Earlier this year, Fleisch and his partner, Kris Dale, had two dead cherry trees to remove from their yard. Fleisch left one with a 3-foot stump so he could more easily pull it out with a truck.

But since Fleisch's neighbors know him for his artistry, they had other plans. People asked him what he'd carve out of it.

Originally, Fleisch had no intentions of making the stump into art. He was busy renovating his house and not thinking about his passion. But then a neighbor gave Fleisch the idea of carving it into the infamous leg lamp from "A Christmas Story."

Surely you remember the famous scene. But here's a reminder just in case:

Fleisch carved the leg with a chainsaw. Then his neighbor found a lampshade someone put on the curb to throw away. Fleisch spray-painted it to match the color from the movie and placed an LED lightbulb into his creation.

"I can't tell you how many people have come by," he said. "When I was carving it, they would ask, 'Is it what I think it is?'"

The leg lamp of Chatham brings a little light to a difficult year. For Fleisch and Dale, recent times have been especially challenging.

Five family members and two of their dogs have died in the past couple years, Fleisch said.

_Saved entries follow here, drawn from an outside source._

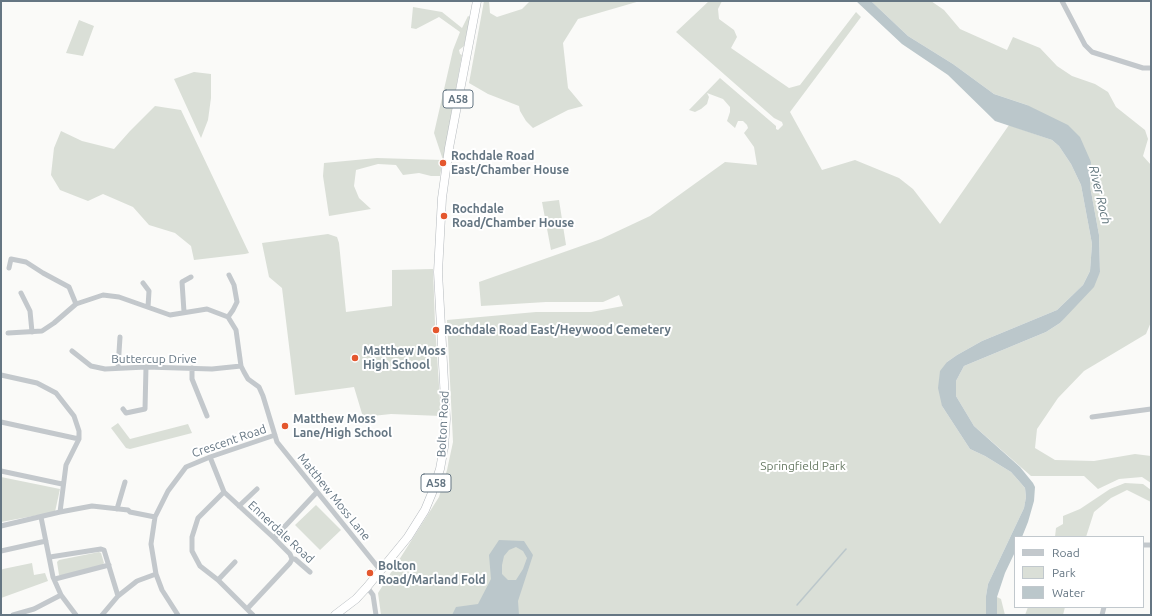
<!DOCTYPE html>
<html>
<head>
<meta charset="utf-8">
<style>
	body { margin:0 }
	#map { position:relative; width:1152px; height:616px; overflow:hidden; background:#fafaf8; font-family:Ubuntu,sans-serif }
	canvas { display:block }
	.frame { position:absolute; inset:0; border:2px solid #657683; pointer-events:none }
	.legend { position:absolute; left:1014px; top:536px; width:130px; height:72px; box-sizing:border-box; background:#fff; border:1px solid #c1c8cd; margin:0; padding:5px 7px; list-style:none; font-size:12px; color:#657683 }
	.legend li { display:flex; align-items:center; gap:8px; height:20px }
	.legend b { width:20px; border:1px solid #c1c8cd }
</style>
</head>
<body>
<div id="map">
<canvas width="1152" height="616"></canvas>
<div class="frame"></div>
<ul class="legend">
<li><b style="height:5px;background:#c3c8cc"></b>Road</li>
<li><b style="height:11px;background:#dadfd7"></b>Park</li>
<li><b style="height:11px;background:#bbc7cb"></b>Water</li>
</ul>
</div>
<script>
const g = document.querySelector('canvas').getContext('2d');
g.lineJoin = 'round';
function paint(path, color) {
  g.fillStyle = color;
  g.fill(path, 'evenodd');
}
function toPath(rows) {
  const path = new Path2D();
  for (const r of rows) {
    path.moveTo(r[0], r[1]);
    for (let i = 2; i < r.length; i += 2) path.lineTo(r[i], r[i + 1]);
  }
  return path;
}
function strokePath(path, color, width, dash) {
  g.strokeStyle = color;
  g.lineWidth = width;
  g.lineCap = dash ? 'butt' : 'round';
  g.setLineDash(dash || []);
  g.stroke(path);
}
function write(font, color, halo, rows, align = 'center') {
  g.font = font + ' Ubuntu,sans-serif';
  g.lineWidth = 4;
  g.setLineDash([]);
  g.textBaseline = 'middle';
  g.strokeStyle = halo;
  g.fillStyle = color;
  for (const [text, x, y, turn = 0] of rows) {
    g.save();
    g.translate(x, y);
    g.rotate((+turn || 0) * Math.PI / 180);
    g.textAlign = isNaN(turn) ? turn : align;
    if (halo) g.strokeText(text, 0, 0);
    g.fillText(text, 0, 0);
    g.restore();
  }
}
const green = toPath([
	[484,1,489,1,490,13,497,17,522,9,530,1,640,1,578,19,563,43,568,88,583,106,568,110,533,128,526,121,520,111,519,106,488,94,469,83],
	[709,1,722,1,718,9,719,19,734,30,737,37,731,48,789,88,800,85,856,12,861,17,790,112,822,170,855,160,899,178,913,189,940,224,1009,125,1052,140,1059,146,1071,164,1081,185,1092,244,1090,271,1083,285,1057,310,982,341,957,355,947,362,942,406,970,449,985,456,1011,472,1019,481,1025,488,1026,497,1024,508,988,584,986,596,986,615,381,615,378,593,439,497,447,470,453,442,447,320,536,312,591,312,623,306,619,295,603,302,546,302,481,306,479,282,601,239,650,216,725,162,757,165,754,147,744,133,748,128,747,125,743,121,738,121,735,128,727,121,730,112,730,107,723,99,707,93,709,97,707,104,701,109,695,112,689,110,720,78,776,126,776,129,778,130,783,125,782,122,774,118,676,32],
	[871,1,931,1,944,10,960,29,1007,50,1013,37,1040,48,1057,66,1072,76,1095,84,1108,92,1116,107,1145,130,1148,139,1143,156,1151,165,1151,322,1146,334,1084,371,1058,398,1037,429,1035,448,1055,460,1094,461,1135,454,1151,456,1151,483,1142,477,1119,479,1098,489,1084,476,1031,476,974,426,956,396,956,381,964,366,1046,332,1060,323,1100,272,1099,235,1090,186,1091,162,1027,105,994,94,953,64,908,36],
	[413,7,442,12,462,28,468,16,470,17,464,46,459,50,460,54,462,55,440,176,431,176,419,173,403,175,396,165,378,164,356,170,354,186,359,198,371,209,329,216,323,176,324,163,377,158,443,160,434,133,453,50,460,32,439,17,416,29,411,28],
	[79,20,94,26,83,56,66,53],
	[194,72,211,74,211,98,208,120,201,138,174,79],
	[155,106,181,110,249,253,245,254,194,260,191,246,175,233,149,225,133,207,103,194,88,201,60,190,51,175,54,148,61,131,82,141,114,149,130,131],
	[559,200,566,245,551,250,542,202],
	[328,234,337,237,339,243,346,312,392,306,392,270,433,269,435,324,441,416,391,414,363,417,354,387,295,395,282,288,269,277,262,243],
	[118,423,130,439,188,424,192,433,130,449,126,448,111,428],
	[1,477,60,489,55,512,1,522],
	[1125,483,1143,484,1151,490,1151,502,1127,490,1111,498,1094,512,1086,537,1055,537,1056,528,1063,524,1063,516,1080,509,1110,489],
	[316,505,341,530,320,550,295,525],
	[99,552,101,553,104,563,102,565,61,576,59,575,57,562,59,560],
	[32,563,34,575,45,573,48,581,1,598,1,570,3,569],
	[997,597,1001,599,1005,615,997,615],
	[1028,607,1065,607,1063,615,1025,615]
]);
const water = toPath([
	[856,1,871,1,908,36,953,64,994,94,1027,105,1068,125,1080,137,1091,162,1090,186,1099,235,1100,272,1094,287,1060,323,1046,332,964,366,956,381,956,396,974,426,1020,467,1033,483,1035,487,1034,501,1028,522,1022,537,1015,537,1015,552,1005,573,997,597,997,615,986,615,986,596,988,584,1024,508,1026,497,1025,488,1019,481,1011,472,985,456,970,449,942,406,938,388,940,371,947,362,957,355,982,341,1057,310,1083,285,1090,271,1092,244,1081,185,1071,164,1059,146,1052,140,995,121,948,75,902,44],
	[499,540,524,541,533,555,518,601,519,615,452,615,456,607,478,604,491,579,489,555],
	[516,547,523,551,527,558,523,569,516,580,508,580,502,574,502,565,504,556,509,550]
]);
const stream = toPath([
	[797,605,846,549]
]);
const minor = toPath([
	[1062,1,1085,45,1092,52,1143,68,1151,68],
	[9,268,11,259,26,262,43,273,69,287,76,304],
	[143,283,149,291,148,307],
	[21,293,30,311,32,332],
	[184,312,182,282,191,277],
	[228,317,233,310,237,302,234,285,229,275],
	[8,333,42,331,54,323,76,304,103,295,119,297,170,315,207,309,228,317,236,330,241,366,244,372,248,379,259,387,263,396,277,442,381,571],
	[72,351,91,366,105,369,146,367,212,369,241,366],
	[118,368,120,337],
	[192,368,192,379,207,416],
	[1,375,37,383,56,393,74,416,79,431,79,439,66,465,60,512],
	[123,409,126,413,145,409,146,367],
	[1092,417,1151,409],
	[1,422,79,439],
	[210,457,224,492,274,538,290,554,292,559,295,559,310,572],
	[1,471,62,484],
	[224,492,198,518,192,537,192,551,200,566,218,580,253,615],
	[239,506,257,489],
	[117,509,125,482],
	[41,517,53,577,61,595,76,615],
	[1,526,60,512,92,506,128,510,130,512,155,517],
	[274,538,317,492],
	[1143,545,1151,545],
	[1,551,46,541],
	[50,557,101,549,104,550,118,596],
	[55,579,109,565],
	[218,580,235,562],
	[367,587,373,595,376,615],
	[247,609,290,563,292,559],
	[13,615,34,609,61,595],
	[102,615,118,596,137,581,156,574],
	[178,615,162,590,156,574,151,544,155,517,168,491,186,467,210,457,275,435],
	[1102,615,1104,607]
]);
const trunk = toPath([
	[335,615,356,599,367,587,408,537,425,510,432,493,440,469,444,447,446,419,438,272,442,198,449,148,477,1]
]);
const markers = [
	[443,163,4,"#e4572e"],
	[444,216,4,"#e4572e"],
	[436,330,4,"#e4572e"],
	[355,358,4,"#e4572e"],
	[285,426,4,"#e4572e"],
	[370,573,4,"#e4572e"]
];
const shields = [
	[458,99,30],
	[436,483,30]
];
const shieldNames = [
	["A58",458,99],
	["A58",436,483]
];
const poiNames = [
	["Rochdale Road",451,156],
	["East/Chamber House",451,170],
	["Rochdale",452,209],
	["Road/Chamber House",452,223],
	["Rochdale Road East/Heywood Cemetery",444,330],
	["Matthew Moss",363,351],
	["High School",363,365],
	["Matthew Moss",293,419],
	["Lane/High School",293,433],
	["Bolton",378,566],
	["Road/Marland Fold",378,580]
];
const streetNames = [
	["Buttercup Drive",154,359],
	["Bolton Road",443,424,-87],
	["Crescent Road",229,441,-19],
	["Matthew Moss Lane",334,497,51],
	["Ennerdale Road",281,532,43]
];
const parkNames = [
	["Springfield Park",803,466]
];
const waterNames = [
	["River Roch",1100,195,77]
];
paint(green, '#dadfd7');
paint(water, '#bbc7cb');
strokePath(stream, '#bbc7cb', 1.5);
strokePath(trunk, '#b4b9bd', 9);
strokePath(minor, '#c3c8cc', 5);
strokePath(trunk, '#fff', 8);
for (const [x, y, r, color] of markers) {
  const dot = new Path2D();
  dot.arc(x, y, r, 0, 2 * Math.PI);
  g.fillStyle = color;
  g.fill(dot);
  strokePath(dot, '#fff', 1.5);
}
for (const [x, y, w] of shields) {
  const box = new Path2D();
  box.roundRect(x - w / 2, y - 9, w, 18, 3);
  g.fillStyle = '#fff';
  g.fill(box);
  strokePath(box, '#657683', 1);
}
write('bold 11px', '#657683', null, shieldNames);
write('bold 12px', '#657683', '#fff', poiNames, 'left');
write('12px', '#657683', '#fff', streetNames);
write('12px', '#687a64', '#fff', parkNames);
write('italic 13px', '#60757c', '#fff', waterNames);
</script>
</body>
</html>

Although nobody in their family died of COVID-19, the pandemic adds layers to their grief.

"With COVID going on, it just makes things feel even more weird or distant, being that I basically lost all my family," Fleisch said.

The year has been anything but normal, and that will continue during the holidays. But Fleisch found a creative way to bring people together — while maintaining a safe distance from each other — earlier this month.

About 40 neighbors showed up to watch Fleisch light up the Christmas leg. Somebody even brought fireworks for the mini celebration.

Now people drive by and slow down their vehicles, and they smile and laugh.

Even people born after the 1983 film instantly recognize the leg. Fleisch says a group of college students stopped while he carved it and said "fra-gee-lay," pronouncing "fragile" the same way as The Old Man when he read the leg lamp's box. (It is, in fact, not an Italian word.)

After the holidays, Fleisch will detach the leg lamp from the ground. He'll remount the carving so he can place it in his yard every Christmas season.

"From here on, we'll have an annual leg lighting," he said. "Hopefully by next Christmas, COVID will be completely gone, and we can have 100 or 200 people. The more the merrier."